PRESSURE ON FAMILY FARMS
Grandparents, parents and their sons and daughters working together and living together on intergenerational family farms have generated a livelihood and sometimes prosperity for generations.
In recent years manual work on the farm has become easier, but farming has become more onerous. Now high standards of environmental care, animal welfare, food safety regulation, work place safety rules, the weather some years and interpersonal communication and relationship management place heavy burdens on the farm family. Industrial workers will say that it is an effort to ‘get on’ with co-workers on a continuous basis for the 40 hour working week, even subsequent to teamwork and communications training.
But the intergenerational family farm team have got the work done for many generations, on a 24/7/365 basis, all members making an effort and some members making an extraordinary effort. In some situations this may not be to maximum efficiency due to the confinement of working dynamics

Smoothing out conflict
There are many instances where a wife and mother is forced into smoothing out conflict in the interpersonal relations within the family farm. When she is forced to continuously resolve others’ disagreements, she is placed in a very stressing, invidious and non sustainable position.
KEEPONFARMING.IE aims to spread the load on managing the intrapersonal and interpersonal communications and relationships. This will help to increase teamwork in not only the day to day operation of the farm but also the farm family team.

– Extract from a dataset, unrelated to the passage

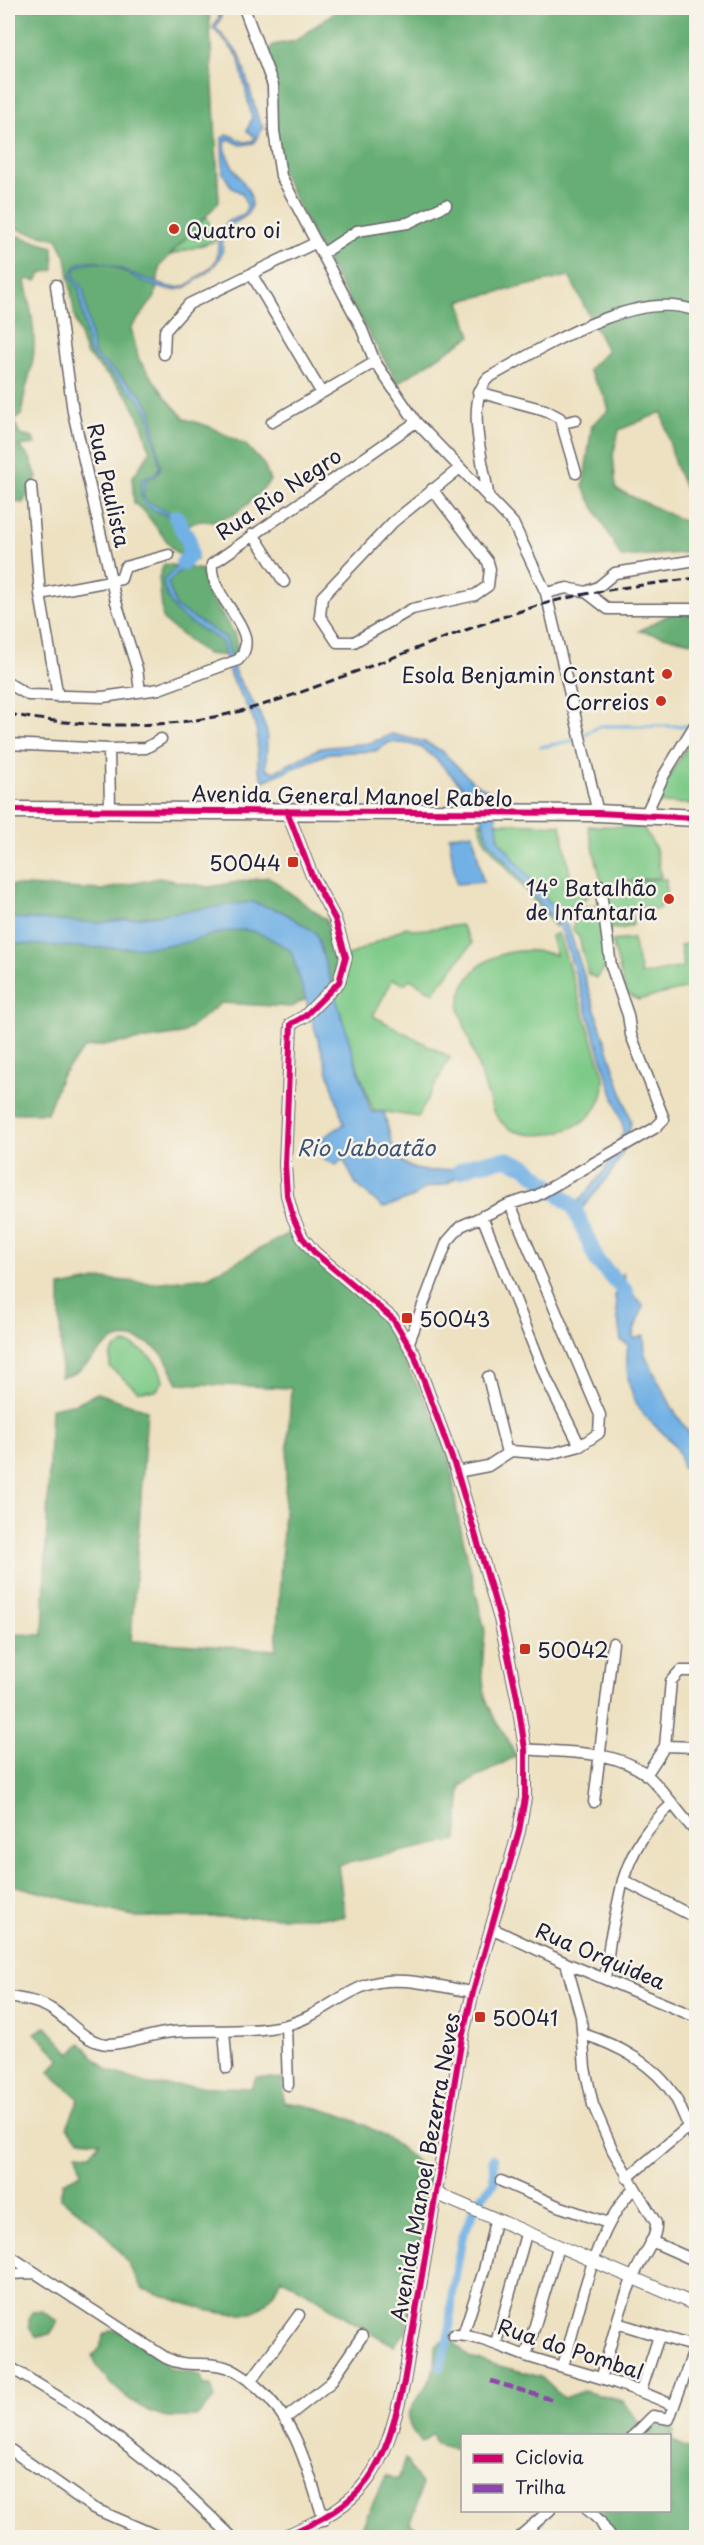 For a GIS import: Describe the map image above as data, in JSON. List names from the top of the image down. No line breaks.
{"streets":{"main road":["Avenida General Manoel Rabelo"],"street":["Rua Paulista","Rua Rio Negro","Rua Orquidea","Avenida Manoel Bezerra Neves","Rua do Pombal"]},"crossings":[["Rua Paulista","Rua Rio Negro"],["Avenida General Manoel Rabelo","Avenida Manoel Bezerra Neves"],["Rua Orquidea","Avenida Manoel Bezerra Neves"]],"water":["Rio Jaboatão"],"places":{"other":["Quatro oi","Esola Benjamin Constant","Correios","14° Batalhão de Infantaria"],"transit":["50044","50043","50042","50041"]},"legend":["Ciclovia","Trilha"]}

This team will strategise to continuously renew itself, renew the farming practice for the greatest efficiencies and successfully withstand the external (outside the farm gate) challenges of new global trade agreements, strain on EU budgets and shifting public priorities
Agricultural Industry post 2020
According to the recently Rabobank published book 'Future of Farming', the farming population is aging rapidly. In the United States, for example, the average age of a farmer in 1974 was 45, while today the average age is 58.
In the EU, only 6% of farmers are under the age of 36. This is a critical issue, with the USDA estimating that every twenty years the number of people dependent on a farmer’s output will double.
With most farms in family hands, succession is a crucial part of the solution.
The situation is similar in the Asia-Pacific region, with 52% of Australian farmers aged 55 or older, while over the past 30 years the average age of farmers in Australia increased from 44 to 55. Bart I Jntema, Senior VP F&A Development at Rabobank International, explains: "Overall, the numbers show a clear problem; there is an undeniable trend of aging farmers. At the same time, and this obviously varies per country and is dependent on e.g. the economics of the farm business, the next generation does not always seem keen on taking over the helm.” In Ireland, recent statistics suggest that, there are more farmers over the age of 80 than under 35.